Works

Works

I to start with a pen and ink drawing on paper, digitize it, and import it into Procreate on my iPad. Using my Apple Pencil, I added some color to the image.

I bought the iPad Pro several years ago, because the advertisement said it was perfect for artists. I found out that Procreate is the number one art app.

With Procreate, I can take photos of art projects I’ve done on paper (like the above drawing) and import them into Procreate. My first experiments were erasing the middle part and adding a different middle. I could draw with an Apple pencil and make anything I wanted. It was so much fun, I found myself giggling and bouncing up and down in my chair. The images of the little teardrop trailers were also painted on paper and imported. I drew the trees and the characters in the foreground digitally though. As a last second change, I wrote around the outside of the image. So it’s a combination of paper and digital. How fun is that!

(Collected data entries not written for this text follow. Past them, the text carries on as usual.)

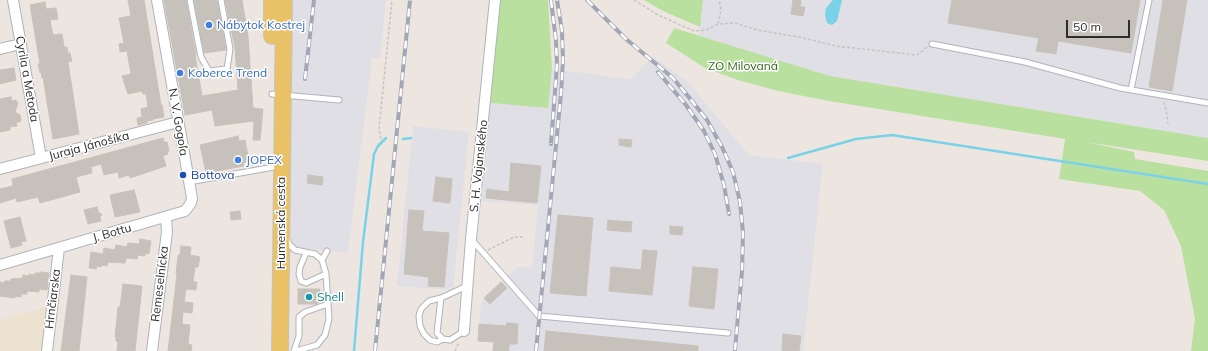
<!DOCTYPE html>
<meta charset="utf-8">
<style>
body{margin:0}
#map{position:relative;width:1208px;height:351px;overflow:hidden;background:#ede6e0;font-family:Mulish,sans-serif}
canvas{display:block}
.scale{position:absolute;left:1066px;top:20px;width:64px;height:18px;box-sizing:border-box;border:2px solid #2c2c2c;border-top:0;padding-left:5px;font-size:12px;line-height:14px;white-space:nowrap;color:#2c2c2c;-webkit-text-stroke:3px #fff;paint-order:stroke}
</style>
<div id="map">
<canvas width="1208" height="351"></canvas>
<div class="scale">50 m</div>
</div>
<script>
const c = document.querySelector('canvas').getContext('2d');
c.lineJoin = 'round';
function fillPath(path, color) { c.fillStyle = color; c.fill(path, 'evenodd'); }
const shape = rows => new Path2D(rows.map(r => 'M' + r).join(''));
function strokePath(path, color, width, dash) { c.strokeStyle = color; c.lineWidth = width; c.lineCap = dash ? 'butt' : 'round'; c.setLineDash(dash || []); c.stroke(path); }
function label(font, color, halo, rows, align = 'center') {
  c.font = font + ' Mulish,sans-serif'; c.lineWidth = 3; c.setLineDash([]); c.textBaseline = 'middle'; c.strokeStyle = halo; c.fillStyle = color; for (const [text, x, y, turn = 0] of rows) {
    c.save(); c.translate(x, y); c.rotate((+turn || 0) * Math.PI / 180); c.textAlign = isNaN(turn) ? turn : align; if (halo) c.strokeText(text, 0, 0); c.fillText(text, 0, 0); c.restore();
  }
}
fillPath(shape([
 [289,0,386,0,380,59,372,58,348,253,298,248,292,242,285,227],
 [703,0,1208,0,1208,138,830,76,699,36],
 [653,56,687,81,749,155,823,164,803,351,493,351,493,342,478,341,481,304,484,298,518,267,532,268,538,205,480,201,490,103,548,108,552,69,631,79],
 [413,126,469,132,453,290,397,286]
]), '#e1dfe6');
fillPath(shape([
 [47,306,41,351,0,351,0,320]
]), '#ede2d0');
fillPath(shape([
 [500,0,548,0,552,69,548,108,490,103],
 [644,0,703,0,700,27,663,11],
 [674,28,830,76,1208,138,1208,161,1086,142,1134,152,1135,159,1208,171,1208,351,1191,351,1195,319,1181,246,1164,210,1140,191,1059,179,1065,139,829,101,778,91,738,80,705,68,666,43]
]), '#bae09f');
fillPath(shape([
 [833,0,842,0,837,21,832,25,827,23,825,15,826,8]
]), '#79d2e8');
strokePath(shape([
 [403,139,411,138],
 [788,158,856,139,892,135,1208,184],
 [354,351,363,242,374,154,378,146,386,138]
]), '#79d2e8', 2.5);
const building = shape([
 [128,0,144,0,161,105,162,105,164,117,153,119,153,120,147,121,147,123,138,125,137,118,142,117,141,109,148,107,146,94,143,94,142,91,128,94,122,76,131,74,127,51,120,52,119,44,124,43,119,18,131,16,128,0],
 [164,0,186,0,196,55,195,55,202,96,238,90,235,48,225,0,242,0,248,36,253,108,263,109,260,140,253,140,254,121,215,126,212,110,185,115,164,0],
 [194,0,217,0,226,50,204,53,194,0],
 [793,0,801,0,800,7,805,7,803,16,791,14,793,0],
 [952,0,1140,0,1131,53,1058,41,1056,54,1036,51,1039,38,948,23,952,0],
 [1163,0,1187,0,1172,91,1149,87,1163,0],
 [45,2,46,9,56,8,58,19,50,20,53,35,62,34,64,47,67,47,68,53,70,53,72,61,68,62,79,134,53,139,43,77,42,78,41,72,40,73,38,64,40,64,30,5,45,2],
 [14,68,16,80,0,84,0,70,14,68],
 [11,97,12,101,16,100,18,103,15,112,20,115,21,120,20,122,16,122,17,126,10,127,10,130,0,132,0,99,11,97],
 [238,136,239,141,245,140,249,161,243,163,244,166,206,173,200,145,238,136],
 [163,138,164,142,167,142,169,151,167,152,168,154,163,156,166,166,130,178,129,175,119,178,118,172,104,175,101,164,91,167,92,173,76,177,80,192,40,203,38,197,17,202,16,198,0,203,0,189,13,186,12,179,163,138],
 [619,139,632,140,631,147,619,145,619,139],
 [511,163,541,166,537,203,486,198,487,189,509,192,511,163],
 [308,175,323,177,322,185,307,183,308,175],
 [436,177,452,179,450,203,433,201,436,177],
 [134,190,140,212,115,217,110,195,134,190],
 [97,207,99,213,102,214,100,217,101,221,88,224,84,210,97,207],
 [409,210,424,211,422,231,449,233,444,287,428,286,429,277,404,274,409,210],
 [240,211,241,219,231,220,230,212,240,211],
 [558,215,593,218,586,296,550,293,558,215],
 [20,217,26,241,21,242,22,245,11,248,4,221,20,217],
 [608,220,632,222,631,232,607,230,608,220],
 [670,226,683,227,682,235,670,234,670,226],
 [140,239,151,241,149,254,145,253,145,256,138,255,137,259,126,258,125,263,108,262,107,266,102,265,101,267,97,266,96,269,89,268,91,252,103,254,104,248,115,250,116,245,127,247,128,243,139,244,140,239],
 [181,246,191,247,190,255,200,257,198,267,195,267,193,282,197,282,196,290,186,289,184,302,193,303,192,313,183,312,182,324,190,325,188,344,192,345,191,351,168,351,177,274,176,274,178,255,180,255,181,246],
 [643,250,657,251,652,295,609,291,611,267,641,270,643,250],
 [693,267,718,269,714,309,689,306,693,267],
 [41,272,49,273,47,290,39,289,39,292,27,291,27,294,21,294,21,297,15,296,15,298,0,296,0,282,4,283,5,281,11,281,11,279,23,278,23,275,29,276,29,274,35,275,35,273,41,273,41,272],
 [71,275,87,277,82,325,79,351,61,351,71,275],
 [501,282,507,288,490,304,484,298,501,282],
 [123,284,142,286,135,351,117,351,118,342,116,341,116,337,115,337,118,307,120,307,123,284],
 [298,289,320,289,320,302,316,304,298,304,298,289],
 [507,323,518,324,517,344,509,344,509,351,493,351,494,342,478,341,479,324,506,326,507,323],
 [546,331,698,346,698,351,544,351,546,331],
 [783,334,801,336,799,351,782,351,783,334]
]);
fillPath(building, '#c6c1bb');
strokePath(building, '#c8c2b9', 1);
const lane = shape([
 [190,0,201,57,209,71,227,69,230,49,221,0],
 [932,44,1025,62,1120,88,1208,103],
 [1131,90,1149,0],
 [272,94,339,100],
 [189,182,280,166],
 [287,239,289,244,295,250,315,254,322,260,326,274,329,319,325,335,317,345,296,351],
 [472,240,539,316,728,333],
 [306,253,300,267,299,274,301,281,306,283,326,274],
 [322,260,327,251],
 [441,298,429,301,421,309,419,316,420,326,424,334,430,340,437,342,443,339],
 [464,331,450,340,443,339,437,333,441,298,467,286],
 [294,351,299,336,299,317,305,312,328,304]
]);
const street = shape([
 [13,0,41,158],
 [0,49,21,44],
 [0,169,178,122],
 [0,265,185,211,191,203,192,198,157,0],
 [464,331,471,239,495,0],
 [47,351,59,248],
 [152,351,167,232,166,217]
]);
const primary = shape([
 [272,36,272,0],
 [280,351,284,0]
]);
strokePath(lane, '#b0b3bc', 7);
strokePath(street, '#b0b3bc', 12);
strokePath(primary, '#c4c4c4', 18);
strokePath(shape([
 [634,0,658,15,694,31,706,30,718,24,735,23,757,30,799,37,836,46,917,55,927,47],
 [718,24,721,10,719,0],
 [1164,102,1167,114,1168,124],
 [381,139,379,129,392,0],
 [488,250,514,237,523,237],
 [455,351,459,342]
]), '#c4c4c4', 1.5, [3, 2]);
strokePath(lane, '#fff', 5);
strokePath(street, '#fff', 10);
strokePath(primary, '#e9c268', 16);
const rail = shape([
 [551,0,556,41,557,65,551,144],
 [587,0,626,39,673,78,692,101,707,120,722,147,733,172,740,202,743,233,742,271,735,350],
 [658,72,686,105,704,131,715,154,724,185,729,214],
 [305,79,314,0],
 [375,351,410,0],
 [536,351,561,94,563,60,562,31,557,0]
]);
strokePath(rail, '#a2a6b5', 4);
strokePath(rail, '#fff', 2.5, [8]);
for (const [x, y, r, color] of [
 [209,25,4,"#3f7fe0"],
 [180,73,4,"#3f7fe0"],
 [238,160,4,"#3f7fe0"],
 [183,175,4,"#1a4fb4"],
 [309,297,4,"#0f9aa8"]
]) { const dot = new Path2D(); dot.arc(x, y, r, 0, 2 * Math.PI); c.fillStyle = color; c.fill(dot); strokePath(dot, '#fff', 1.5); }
label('12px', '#366cbe', '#fff', [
 ["Nábytok Kostrej",217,25],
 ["Koberce Trend",188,73],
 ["JOPEX",246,160]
], 'left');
label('12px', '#33661f', '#fff', [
 ["ZO Milovaná",743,66]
]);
label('12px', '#2c2c2c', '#fff', [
 ["Cyrila a Metoda",27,79,80],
 ["N. V. Gogoľa",178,122,80],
 ["Juraja Jánošíka",89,146,-15],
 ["S. H. Vajanského",479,166,-84],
 ["Humenská cesta",281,223,-90],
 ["J. Bottu",112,233,-16],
 ["Remeselnícka",160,284,-83],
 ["Hrnčiarska",53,299,-83]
]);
label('12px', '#164399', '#fff', [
 ["Bottova",191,175]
], 'left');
label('12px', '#0d838f', '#fff', [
 ["Shell",317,297]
], 'left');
</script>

The painting below is watercolor done on an Arches watercolor block. I don’t’ use white, letting the paper itself be the white. That makes the process a bit more difficult, because I have to purposely leave areas without paint. I also don’t use black paint, so the darkest areas are a combination of blue and brown. For the scarf, I used frisket to cover the white hairs, small flowers and the stems that are in the shadow areas. Then I did a wash over the entire scarf, let it dry, and removed the frisket. The photograph I worked from was used with the permission of the photographer.

The Gift

The painting below is a watercolor and took me two years to complete. I was in my fifties when I did it. It was the largest painting I’d done with watercolor. As I mentioned previously, I don’t use black or white. For the darkest areas, I didn’t mix the paint on my palette. Rather I mixed it on the paper, letting the two colors show a bit rather than just being a black color. The white you see is the paper. I had to be very careful not to paint where it should be white.

Towards the end of the project, I would dip my brush into the paint, take a deep breath, and paint a couple of strokes. I was working on the details of the hands and face. I suppose I saved that for last, because it was, to me, the hardest part. After a couple of paint strokes, I would exhale in a explosion of breath and jump away from my drafting table. “Whoa!” I’d exclaim. “Whew, that was hard!” because I was afraid, after two years of work, I’d mess the thing up and it would break my heart to have to begin again. “But I’ll never finish if I don’t keep working,” I’d tell myself. So I’d try again, but again…”Whoa!” and I would stop for the day. And so it took me two full years. But it did get finished.

Captain of the tall ship, The Dove

The title of this piece is “Mending the Sails”. The man in the painting is William Gates, captain of the Dove, a tall ship in Saint Mary’s City, Maryland.

When it was finished I carried it downstairs and leaned it against the wall. If, when I passed by it over the course of the day, my eye caught sight of it and it took my breath away, I would know it was good. I put it in the empty chair at the dining table. While eating, I would accidentally glance over and there it would be. “Whoa!” I would say to myself. “It’s VERY good!”

Why paint, if not for the money?

For a long time, I thought the point of doing art was to earn money. Now? I think I’m more interested in telling the story. A couple of years ago I discovered art journaling. I make my journal entries on paper most of the time, but I also do some with a mix of paper and digital, as I explained earlier.

The drawings aren’t masterpieces, but they tell the story better than a masterpiece. Even in their imperfect-ness, they declare their tale.

So. My works include art and once in a while, they include actual words.

So what about you? What does creativity look like for you?